Substitutions & Additions
Shawarma can be prepared with lamb, beef, turkey, pork, or goat. Chicken is not the only option. As well, roasted and sliced portobello mushrooms are a popular vegetarian option. You could also make this with marinated and roasted tempeh or extra-firm tofu.
I am fond of shredded iceberg lettuce on my wrapped pita sandwiches. If iceberg isn’t your thing, try shredded romaine or radicchio. You could also add pickles to the serving platter and fresh herbs, such as cilantro or parsley. This dish is also quite good with a heaping spoonful of hummus.
Pita bread is not a must. There are many different types of Middle Eastern flatbreads. These include lavash, khubz, laffa, manakish, and gozleme. If you are gluten-free, serve shawarma with steamy brown rice. If you are paleo or keto, skip the carbs altogether and load up on the cucumber, tomatoes, and olives.
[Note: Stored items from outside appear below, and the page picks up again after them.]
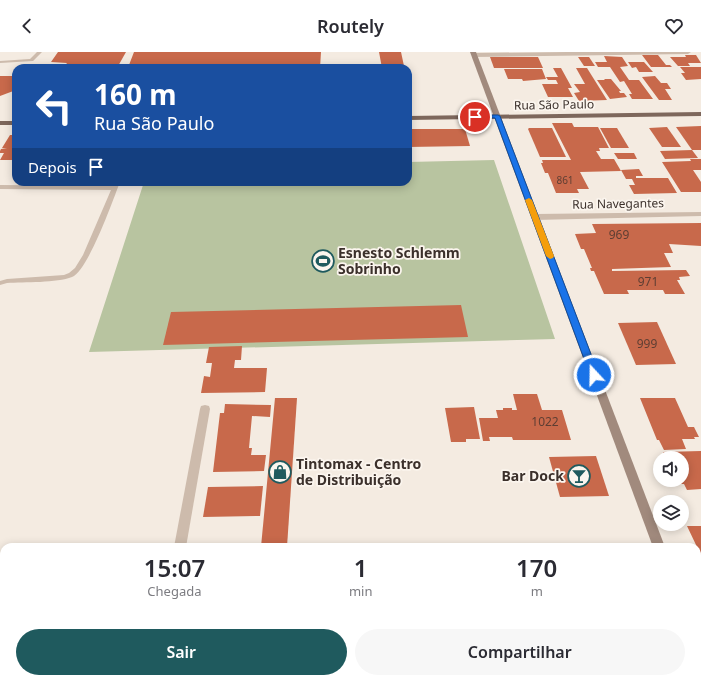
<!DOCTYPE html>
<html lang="pt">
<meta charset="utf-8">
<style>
body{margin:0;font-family:"Noto Sans",sans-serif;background:#f7f7f7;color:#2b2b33;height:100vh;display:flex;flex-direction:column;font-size:15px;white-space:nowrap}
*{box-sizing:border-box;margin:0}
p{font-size:13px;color:#7c7c81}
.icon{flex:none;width:22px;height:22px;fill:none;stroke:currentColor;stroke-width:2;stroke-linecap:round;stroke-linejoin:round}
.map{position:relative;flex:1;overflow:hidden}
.details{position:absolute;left:0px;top:491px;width:701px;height:140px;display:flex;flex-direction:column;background:#fff;border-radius:12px 12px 0 0;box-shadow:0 2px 10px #0003}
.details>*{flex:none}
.guide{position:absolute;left:12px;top:12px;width:400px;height:122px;border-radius:12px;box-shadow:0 2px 10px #0003;background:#1a4fa0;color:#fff;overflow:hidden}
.controls{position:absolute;left:653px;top:399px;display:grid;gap:8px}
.controls a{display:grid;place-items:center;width:36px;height:36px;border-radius:50%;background:#fff;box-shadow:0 2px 10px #0003;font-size:20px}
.pin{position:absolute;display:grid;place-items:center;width:34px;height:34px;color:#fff;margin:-17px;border:2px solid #fff;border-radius:50%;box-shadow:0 1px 4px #0007}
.me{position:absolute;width:44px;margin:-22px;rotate:339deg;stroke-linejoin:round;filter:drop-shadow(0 0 3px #0008)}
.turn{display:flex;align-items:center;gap:14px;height:84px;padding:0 16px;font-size:18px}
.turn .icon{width:52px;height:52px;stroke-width:2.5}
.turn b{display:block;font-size:28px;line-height:34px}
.then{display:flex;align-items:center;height:38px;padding:0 16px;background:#0003;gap:8px;font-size:15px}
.eta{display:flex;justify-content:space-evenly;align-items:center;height:68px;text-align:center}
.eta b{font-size:24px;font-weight:600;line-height:28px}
.action{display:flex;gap:8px;margin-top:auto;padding:8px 16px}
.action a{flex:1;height:46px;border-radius:24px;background:#1f5a5e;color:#fff;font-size:16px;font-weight:600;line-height:46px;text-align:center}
.action a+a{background:#f7f7f7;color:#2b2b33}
header{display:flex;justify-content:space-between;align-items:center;height:52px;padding:0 16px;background:#fff;font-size:18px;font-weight:600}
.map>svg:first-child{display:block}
.green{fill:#b8c4a0}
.building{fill:#c8694b}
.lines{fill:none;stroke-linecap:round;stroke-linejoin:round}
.service{fill:#cdbbac;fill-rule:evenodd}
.minor{fill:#cdbbac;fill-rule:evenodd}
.secondary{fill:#a18a7d;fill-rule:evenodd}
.primary{fill:#7d675c;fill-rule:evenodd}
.route{fill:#1a73e8;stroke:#114b97}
.slow{fill:#f59e0b}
.labels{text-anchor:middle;stroke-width:3.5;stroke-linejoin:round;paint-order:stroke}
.far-number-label{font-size:10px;fill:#5e3e33}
.far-street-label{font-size:12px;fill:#3b302b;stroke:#fbf5ee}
.number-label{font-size:12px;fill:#5e3e33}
.poi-label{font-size:14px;font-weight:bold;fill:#3b302b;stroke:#fbf5ee;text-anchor:start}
</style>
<header><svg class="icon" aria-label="back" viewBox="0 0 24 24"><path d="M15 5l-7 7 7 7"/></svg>Routely<svg class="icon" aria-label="heart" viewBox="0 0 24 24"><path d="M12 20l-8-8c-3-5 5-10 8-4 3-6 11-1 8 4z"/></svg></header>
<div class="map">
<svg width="701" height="631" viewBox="0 0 701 631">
<rect width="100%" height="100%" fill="#f4ebe1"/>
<polygon class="green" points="494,108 555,287 89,300 144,130 408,130 408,110"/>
<g class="building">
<polygon points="58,0 126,0 117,16 63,16 67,11 51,10"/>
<polygon points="134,0 321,0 320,16 145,16 147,13 129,13"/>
<polygon points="379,0 401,0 404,14 401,14 401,16 382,16"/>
<polygon points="642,3 658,3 666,13 670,13 672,15 651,15"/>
<polygon points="685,3 696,3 701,11 688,11 690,14 678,14 670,5 686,5"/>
<polygon points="604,4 622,5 628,14 620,15 629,28 639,28 653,47 632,47 629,42 632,42 624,29 620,30 610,15 598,15 595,10 607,10"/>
<polygon points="490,5 538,5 543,16 494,16"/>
<polygon points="578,5 589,5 595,14 584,14"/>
<polygon points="628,10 644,10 653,20 639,20 636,15 632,16"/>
<polygon points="680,15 701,15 701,27 686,28 681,21 685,21"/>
<polygon points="553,16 561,16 572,36 568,36 573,45 548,45 542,32 558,32 556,28 548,28 546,25 558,25"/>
<polygon points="576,16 587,16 607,48 579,49 574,41 580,40 574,32 585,32"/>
<polygon points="504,17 542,17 546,27 523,29 522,27 508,27"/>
<polygon points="0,24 16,24 16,38 0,44"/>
<polygon points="655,24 661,31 667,31 671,37 665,37 672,48 659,48 642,25"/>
<polygon points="604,27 611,27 621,39 619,39 620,41 624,41 627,45 610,47 597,28 605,28"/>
<polygon points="552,71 572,71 574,75 598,75 609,96 599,96 600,99 596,99 601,107 614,107 621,119 580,120 589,137 577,137 579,141 556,141 548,121 545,121 541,111 543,111 542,108 571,108"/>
<polygon points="701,74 701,98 692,98 676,75"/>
<polygon points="667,75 681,95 662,95 649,76"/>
<polygon points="529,76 552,76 566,105 540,105 528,77"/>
<polygon points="600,76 617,76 629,96 611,96"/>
<polygon points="408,77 465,77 470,94 408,95"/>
<polygon points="10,83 16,83 16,108 0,108 4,101 0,101 0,99 1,97 7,96 2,96"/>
<polygon points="692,98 698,106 665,107 660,99"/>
<polygon points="614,101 634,101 637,107 618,107"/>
<polygon points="690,107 701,107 701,118 693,118 701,130 701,140 681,140 662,110 691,109"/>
<polygon points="639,117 643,124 636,124 636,126 668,126 677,141 634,142 629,133 635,133 632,127 626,127 621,118"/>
<polygon points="701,171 701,194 669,192 673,201 664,201 671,215 612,217 612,219 686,218 690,224 679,225 680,228 677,228 685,242 665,242 663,238 627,238 629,242 604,242 594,219 591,219 590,216 592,216 584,197 581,197 575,182 596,181 592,172"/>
<polygon points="461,253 468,285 163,293 171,260"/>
<polygon points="657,270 676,312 636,313 618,271"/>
<polygon points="242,294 241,308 235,308 234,316 267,316 265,340 201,341 204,324 210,325 212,311 206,311 209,295"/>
<polygon points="513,342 537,342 542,358 562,358 571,388 513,388 512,385 489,385 490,389 483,389 479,366 498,366 496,358 503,358 503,356 512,356 512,358 517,358"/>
<polygon points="275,346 297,346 287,495 261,495"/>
<polygon points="640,346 675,346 688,375 694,375 699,385 694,385 695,387 682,387 686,397 664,398 659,388 657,388"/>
<polygon points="225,352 271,353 270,365 252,364 249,396 252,396 251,403 266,403 264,419 213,420 220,361 224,361"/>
<polygon points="474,355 480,387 466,387 466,390 451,390 445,356"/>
<polygon points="701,399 701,437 687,438 684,432 677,432 675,428 682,428 682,406 666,406 663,400"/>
<polygon points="596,404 609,444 560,445 549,405"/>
<polygon points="263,434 260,464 203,465 208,435"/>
<polygon points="687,474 701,474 701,508 697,495"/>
<polygon points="169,627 241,627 241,631 168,631"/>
<rect x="249" y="627" width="30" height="4"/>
<polygon points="302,627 336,627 337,631 302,631"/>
<rect x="338" y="627" width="48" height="4"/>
<polygon points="511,627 558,627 559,631 512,631"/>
<polygon points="570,627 667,627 668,631 571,631"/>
</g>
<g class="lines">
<g class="service">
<polygon points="37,0 42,0 33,9 0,11 0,9 30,7"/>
<path d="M 114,130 L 120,130 C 113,148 88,219 72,225 C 57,231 24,230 7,231 L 0,233 L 0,229 L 7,227 L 64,223 L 69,221 L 75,216 L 83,203 L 111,138 L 0,137 L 0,133 L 112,134 Z"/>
</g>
<g class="minor">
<polygon points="567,0 691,0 688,2 475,5 472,3 475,1"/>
<polygon points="701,160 701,164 535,168 531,165 535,162"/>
<polygon points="205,353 209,354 210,357 186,495 174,495 200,357 201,354"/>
<polygon points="148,627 162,627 161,631 147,631"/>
</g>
<g class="secondary">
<polygon points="470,0 476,0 665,495 653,495"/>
<polygon points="697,589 701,591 701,614 697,612"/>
</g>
<g class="primary">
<polygon points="701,60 701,64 408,68 408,64"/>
<rect x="0" y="69" width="16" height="4"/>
</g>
</g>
<polygon class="route" points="475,63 498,63 500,64 599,323 598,325 594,327 590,323 495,66 473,66 473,64"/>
<polygon class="slow" points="529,146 532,148 554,204 553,206 550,207 546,204 525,148"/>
<defs>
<g id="stadium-ring" transform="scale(1.15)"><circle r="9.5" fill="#fbf5ee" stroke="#1f5a5e" stroke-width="1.5"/><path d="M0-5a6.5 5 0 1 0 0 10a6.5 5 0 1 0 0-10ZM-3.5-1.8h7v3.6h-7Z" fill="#1f5a5e"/></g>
<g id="shop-ring" transform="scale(1.15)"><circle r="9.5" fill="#fbf5ee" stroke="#1f5a5e" stroke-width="1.5"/><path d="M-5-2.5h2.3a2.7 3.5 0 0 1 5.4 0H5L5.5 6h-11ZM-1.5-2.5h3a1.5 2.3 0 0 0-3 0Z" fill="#1f5a5e"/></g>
<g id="bar-ring" transform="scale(1.15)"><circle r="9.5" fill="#fbf5ee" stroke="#1f5a5e" stroke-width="1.5"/><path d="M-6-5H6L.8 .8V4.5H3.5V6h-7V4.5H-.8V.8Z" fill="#1f5a5e"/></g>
</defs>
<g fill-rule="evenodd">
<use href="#stadium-ring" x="323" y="209"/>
<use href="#shop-ring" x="280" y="420"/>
<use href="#bar-ring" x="579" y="424"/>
</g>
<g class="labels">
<g class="far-number-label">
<text x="565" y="132">861</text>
</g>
<g class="far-street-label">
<text transform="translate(554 53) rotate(-1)" y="4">Rua São Paulo</text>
<text transform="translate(618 152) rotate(-1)" y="4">Rua Navegantes</text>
</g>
<g class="number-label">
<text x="619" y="187">969</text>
<text x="648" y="234">971</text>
<text x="647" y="296">999</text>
<text x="545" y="374">1022</text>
</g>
<g class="poi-label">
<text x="338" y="206">Esnesto Schlemm<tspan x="338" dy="16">Sobrinho</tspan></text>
<text x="296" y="417">Tintomax - Centro<tspan x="296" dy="16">de Distribuição</tspan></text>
<text x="564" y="429" text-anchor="end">Bar Dock</text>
</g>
</g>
</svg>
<div class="controls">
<a><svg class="icon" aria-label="sound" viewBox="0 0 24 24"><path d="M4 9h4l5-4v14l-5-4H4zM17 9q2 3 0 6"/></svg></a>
<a><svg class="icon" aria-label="layers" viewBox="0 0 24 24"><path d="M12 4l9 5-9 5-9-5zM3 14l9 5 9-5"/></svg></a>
</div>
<div class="pin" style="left:475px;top:65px;background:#d93025"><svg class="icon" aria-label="arrive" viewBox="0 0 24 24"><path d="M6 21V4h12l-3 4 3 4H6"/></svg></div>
<svg class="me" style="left:594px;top:323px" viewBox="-20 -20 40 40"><circle r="17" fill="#1a73e8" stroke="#fff" stroke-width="3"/><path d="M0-11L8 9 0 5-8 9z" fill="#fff"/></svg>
<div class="guide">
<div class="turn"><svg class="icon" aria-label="left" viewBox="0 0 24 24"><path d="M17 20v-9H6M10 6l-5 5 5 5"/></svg><div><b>160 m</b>Rua São Paulo</div></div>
<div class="then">Depois<svg class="icon" aria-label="arrive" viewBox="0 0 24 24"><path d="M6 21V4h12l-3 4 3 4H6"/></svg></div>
</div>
<section class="details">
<div class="eta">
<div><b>15:07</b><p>Chegada</p></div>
<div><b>1</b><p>min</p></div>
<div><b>170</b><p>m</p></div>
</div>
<div class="action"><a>Sair</a><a>Compartilhar</a></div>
</section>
</div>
Chicken shawarma is classically a street food that is easy to eat with your hands while walking around. In my family, we like to have this dish at the table for a weeknight meal. I will sometimes make the chicken and sauce a day ahead for convenience. We will finish the meal with a fun dessert of fresh strawberries that you can dip in bowls of honey and yogurt, fruit sorbet, or Turkish knafeh. Knafeh is a crunchy, cheese-filled, sweet phyllo dough pie topped with pistachios.